Wednesday, February 24, 2021

Ancient Babylonian Science Guided the Mars Rover Perseverance to its Landing

How 3000-Year-Old
Babylonian Science Guided
the Mars Rover Perseverance
to Its Landing

"True color image of Mars taken by the OSIRIS instrument
on the ESA Rosetta spacecraft during its February 2007 flyby of the planet.
The image was generated using the OSIRIS orange (red), green, and blue filters."


Some of my readers may think that it is a stretch to connect Babylonian/Mesopotamian math and astronomy, at least 3000 years ago, to today's state of the art landing of the Rover Perseverance on the surface of Mars at a specific crater, the Jezero Crater, 300 million miles from Earth. But it is not. In fact, this is one of the easier things to prove.

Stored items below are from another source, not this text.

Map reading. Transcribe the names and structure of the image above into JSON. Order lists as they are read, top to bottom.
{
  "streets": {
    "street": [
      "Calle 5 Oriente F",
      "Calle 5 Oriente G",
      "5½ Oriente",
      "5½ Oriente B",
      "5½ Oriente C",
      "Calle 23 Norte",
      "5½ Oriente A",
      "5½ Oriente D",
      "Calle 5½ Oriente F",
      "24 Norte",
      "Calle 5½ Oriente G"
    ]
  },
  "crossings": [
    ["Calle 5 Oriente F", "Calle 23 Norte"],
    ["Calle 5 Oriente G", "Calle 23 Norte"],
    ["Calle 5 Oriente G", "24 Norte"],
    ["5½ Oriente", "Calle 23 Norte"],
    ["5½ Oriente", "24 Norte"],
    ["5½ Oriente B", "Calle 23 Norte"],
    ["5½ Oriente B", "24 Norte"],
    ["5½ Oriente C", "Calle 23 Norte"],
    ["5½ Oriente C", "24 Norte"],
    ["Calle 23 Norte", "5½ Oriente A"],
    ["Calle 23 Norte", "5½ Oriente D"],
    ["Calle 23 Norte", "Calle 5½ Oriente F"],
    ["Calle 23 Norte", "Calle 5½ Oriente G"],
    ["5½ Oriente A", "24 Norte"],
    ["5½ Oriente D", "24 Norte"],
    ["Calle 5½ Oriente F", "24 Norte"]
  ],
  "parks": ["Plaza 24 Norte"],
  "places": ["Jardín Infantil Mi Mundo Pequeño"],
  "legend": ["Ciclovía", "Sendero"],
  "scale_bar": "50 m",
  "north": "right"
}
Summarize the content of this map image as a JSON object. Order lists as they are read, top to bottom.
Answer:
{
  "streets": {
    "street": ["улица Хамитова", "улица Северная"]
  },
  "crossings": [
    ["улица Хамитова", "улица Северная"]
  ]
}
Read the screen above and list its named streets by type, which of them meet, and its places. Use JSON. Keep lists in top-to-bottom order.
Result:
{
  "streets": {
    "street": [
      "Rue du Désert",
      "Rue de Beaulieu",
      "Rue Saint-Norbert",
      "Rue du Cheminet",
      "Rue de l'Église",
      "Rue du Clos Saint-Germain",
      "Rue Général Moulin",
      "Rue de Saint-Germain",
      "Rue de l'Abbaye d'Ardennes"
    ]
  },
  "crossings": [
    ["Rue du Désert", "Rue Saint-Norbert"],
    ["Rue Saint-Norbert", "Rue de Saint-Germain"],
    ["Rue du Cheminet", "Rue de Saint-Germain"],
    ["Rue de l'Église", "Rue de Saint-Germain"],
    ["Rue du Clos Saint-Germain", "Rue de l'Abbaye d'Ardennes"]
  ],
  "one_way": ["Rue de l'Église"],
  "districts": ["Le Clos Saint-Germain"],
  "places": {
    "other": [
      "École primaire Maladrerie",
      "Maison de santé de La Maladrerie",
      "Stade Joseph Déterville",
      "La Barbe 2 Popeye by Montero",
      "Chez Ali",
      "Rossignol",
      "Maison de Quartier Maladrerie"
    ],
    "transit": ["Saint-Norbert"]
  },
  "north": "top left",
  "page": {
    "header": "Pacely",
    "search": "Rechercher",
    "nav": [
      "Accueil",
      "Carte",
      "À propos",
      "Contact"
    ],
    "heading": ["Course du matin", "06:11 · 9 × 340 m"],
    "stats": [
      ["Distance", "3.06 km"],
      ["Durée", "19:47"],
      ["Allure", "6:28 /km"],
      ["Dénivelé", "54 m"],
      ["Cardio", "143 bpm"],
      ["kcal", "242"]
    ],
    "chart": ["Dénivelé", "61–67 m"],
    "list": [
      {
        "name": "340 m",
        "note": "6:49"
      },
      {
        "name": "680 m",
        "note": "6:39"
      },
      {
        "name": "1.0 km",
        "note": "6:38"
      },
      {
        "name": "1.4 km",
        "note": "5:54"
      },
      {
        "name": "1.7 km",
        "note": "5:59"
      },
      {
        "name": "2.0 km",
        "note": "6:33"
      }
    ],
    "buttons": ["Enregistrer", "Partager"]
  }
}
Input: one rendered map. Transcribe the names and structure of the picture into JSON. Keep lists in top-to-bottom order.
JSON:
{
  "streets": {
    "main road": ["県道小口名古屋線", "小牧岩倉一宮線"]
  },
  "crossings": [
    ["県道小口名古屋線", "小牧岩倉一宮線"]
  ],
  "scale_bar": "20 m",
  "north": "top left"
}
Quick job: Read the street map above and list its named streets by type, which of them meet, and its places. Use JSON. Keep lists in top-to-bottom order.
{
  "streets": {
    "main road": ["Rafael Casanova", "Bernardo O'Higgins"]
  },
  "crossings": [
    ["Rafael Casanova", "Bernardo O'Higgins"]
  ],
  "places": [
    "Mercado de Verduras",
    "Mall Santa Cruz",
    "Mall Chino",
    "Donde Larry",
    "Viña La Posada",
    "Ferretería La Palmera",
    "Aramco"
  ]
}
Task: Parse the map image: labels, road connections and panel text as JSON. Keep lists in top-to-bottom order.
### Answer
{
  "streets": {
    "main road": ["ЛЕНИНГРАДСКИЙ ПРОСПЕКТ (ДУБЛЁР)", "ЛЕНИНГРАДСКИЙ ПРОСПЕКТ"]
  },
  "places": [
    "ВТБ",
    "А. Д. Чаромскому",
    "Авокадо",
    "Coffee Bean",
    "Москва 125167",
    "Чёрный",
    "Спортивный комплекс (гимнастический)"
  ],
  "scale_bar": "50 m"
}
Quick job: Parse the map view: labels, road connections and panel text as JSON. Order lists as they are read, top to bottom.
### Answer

The small frame in the upper right is a photograph of the "descent stage holding NASA’s Perseverance rover [which] can be seen falling through the Martian atmosphere, its parachute trailing behind, in this image taken on Feb. 18, 2021, by the High Resolution Imaging Experiment (HiRISE) camera aboard the Mars Reconnaissance Orbiter. The ancient river delta, which is the target of the Perseverance mission, can be seen entering Jezero Crater from the left."
NASA/JPL-Caltech/University of Arizona

I'll begin with the simple stuff and then move on to the more complex.

First of all, it was the early Sumerians (ancestors of the Babylonians) who invented the sexagesimal system of math, a system based on 60 rather than 10. There is universal agreement that this was their invention and that they knew how to put it to good use. 

While not to get too detailed, 60 is a much more convenient number to work with as it can be divided evenly by numbers 1-6 and then 10, 12, 15, 20, 30, 60 which, as you will see, is quite useful.

We still use this today with sixty minutes to the hour and sixty seconds to the minute. But it is also still used for defining circles -- as a circle is 6 X 60 or 360 degrees. And as you know, if you do a 180 you have turned half-way around.

"Map of the night sky: star positions
from the Bright Stars Catalog, 5th Edition. Rasterized." 2006.
This modern map of the stars visible in the Northern Hemisphere
is based on the Babylonian model. The white curved line is the zodiac. 
Notice the faint horizontal and vertical grid lines and the 360-degree indicators.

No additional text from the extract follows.